• **WHAT YOU ARE ASKED TO DO**
Return, without anything added, the lines from the one containing "Quick job: Give" through the end of the entries below, exactly as written.

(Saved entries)
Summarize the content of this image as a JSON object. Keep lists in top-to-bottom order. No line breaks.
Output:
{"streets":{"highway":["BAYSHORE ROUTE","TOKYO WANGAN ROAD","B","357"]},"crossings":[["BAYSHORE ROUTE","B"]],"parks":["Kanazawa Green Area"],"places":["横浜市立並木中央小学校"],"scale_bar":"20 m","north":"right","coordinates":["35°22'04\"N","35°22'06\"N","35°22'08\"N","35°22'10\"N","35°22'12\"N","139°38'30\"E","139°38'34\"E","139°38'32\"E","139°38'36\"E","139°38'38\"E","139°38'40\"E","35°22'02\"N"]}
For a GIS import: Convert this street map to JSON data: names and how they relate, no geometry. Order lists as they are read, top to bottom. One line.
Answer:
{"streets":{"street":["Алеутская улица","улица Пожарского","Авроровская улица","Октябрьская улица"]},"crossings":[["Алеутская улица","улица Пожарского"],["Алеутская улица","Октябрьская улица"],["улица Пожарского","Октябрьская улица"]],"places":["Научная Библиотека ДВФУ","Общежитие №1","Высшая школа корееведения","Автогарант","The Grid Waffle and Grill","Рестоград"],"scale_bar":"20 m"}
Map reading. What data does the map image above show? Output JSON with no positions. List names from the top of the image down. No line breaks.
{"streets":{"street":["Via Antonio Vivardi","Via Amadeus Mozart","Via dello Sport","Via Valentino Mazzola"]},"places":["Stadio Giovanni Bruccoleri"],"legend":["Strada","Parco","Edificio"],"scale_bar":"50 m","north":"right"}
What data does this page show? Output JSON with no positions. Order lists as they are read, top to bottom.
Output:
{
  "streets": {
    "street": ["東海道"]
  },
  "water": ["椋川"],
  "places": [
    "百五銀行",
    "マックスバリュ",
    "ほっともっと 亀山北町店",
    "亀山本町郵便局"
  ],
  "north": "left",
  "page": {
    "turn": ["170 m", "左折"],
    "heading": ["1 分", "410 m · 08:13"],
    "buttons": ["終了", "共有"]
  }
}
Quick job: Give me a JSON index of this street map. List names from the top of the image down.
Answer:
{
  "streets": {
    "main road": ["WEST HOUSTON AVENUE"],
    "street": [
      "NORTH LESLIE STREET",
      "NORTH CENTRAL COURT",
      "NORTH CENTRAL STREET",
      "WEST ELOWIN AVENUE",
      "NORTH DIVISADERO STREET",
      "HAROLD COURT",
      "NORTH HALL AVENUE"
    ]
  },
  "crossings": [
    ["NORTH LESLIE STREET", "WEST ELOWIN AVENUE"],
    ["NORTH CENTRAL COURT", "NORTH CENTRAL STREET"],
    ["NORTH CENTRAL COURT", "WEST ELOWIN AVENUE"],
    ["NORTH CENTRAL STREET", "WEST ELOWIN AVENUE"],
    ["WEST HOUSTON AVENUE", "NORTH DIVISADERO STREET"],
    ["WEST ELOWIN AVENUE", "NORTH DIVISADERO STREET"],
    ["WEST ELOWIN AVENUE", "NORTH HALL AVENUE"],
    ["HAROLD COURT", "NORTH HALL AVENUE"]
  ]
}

• **OUTPUT OF THE TASK**
Quick job: Give me a JSON index of this street map. List names from the top of the image down.
Answer:
{
  "streets": {
    "main road": ["WEST HOUSTON AVENUE"],
    "street": [
      "NORTH LESLIE STREET",
      "NORTH CENTRAL COURT",
      "NORTH CENTRAL STREET",
      "WEST ELOWIN AVENUE",
      "NORTH DIVISADERO STREET",
      "HAROLD COURT",
      "NORTH HALL AVENUE"
    ]
  },
  "crossings": [
    ["NORTH LESLIE STREET", "WEST ELOWIN AVENUE"],
    ["NORTH CENTRAL COURT", "NORTH CENTRAL STREET"],
    ["NORTH CENTRAL COURT", "WEST ELOWIN AVENUE"],
    ["NORTH CENTRAL STREET", "WEST ELOWIN AVENUE"],
    ["WEST HOUSTON AVENUE", "NORTH DIVISADERO STREET"],
    ["WEST ELOWIN AVENUE", "NORTH DIVISADERO STREET"],
    ["WEST ELOWIN AVENUE", "NORTH HALL AVENUE"],
    ["HAROLD COURT", "NORTH HALL AVENUE"]
  ]
}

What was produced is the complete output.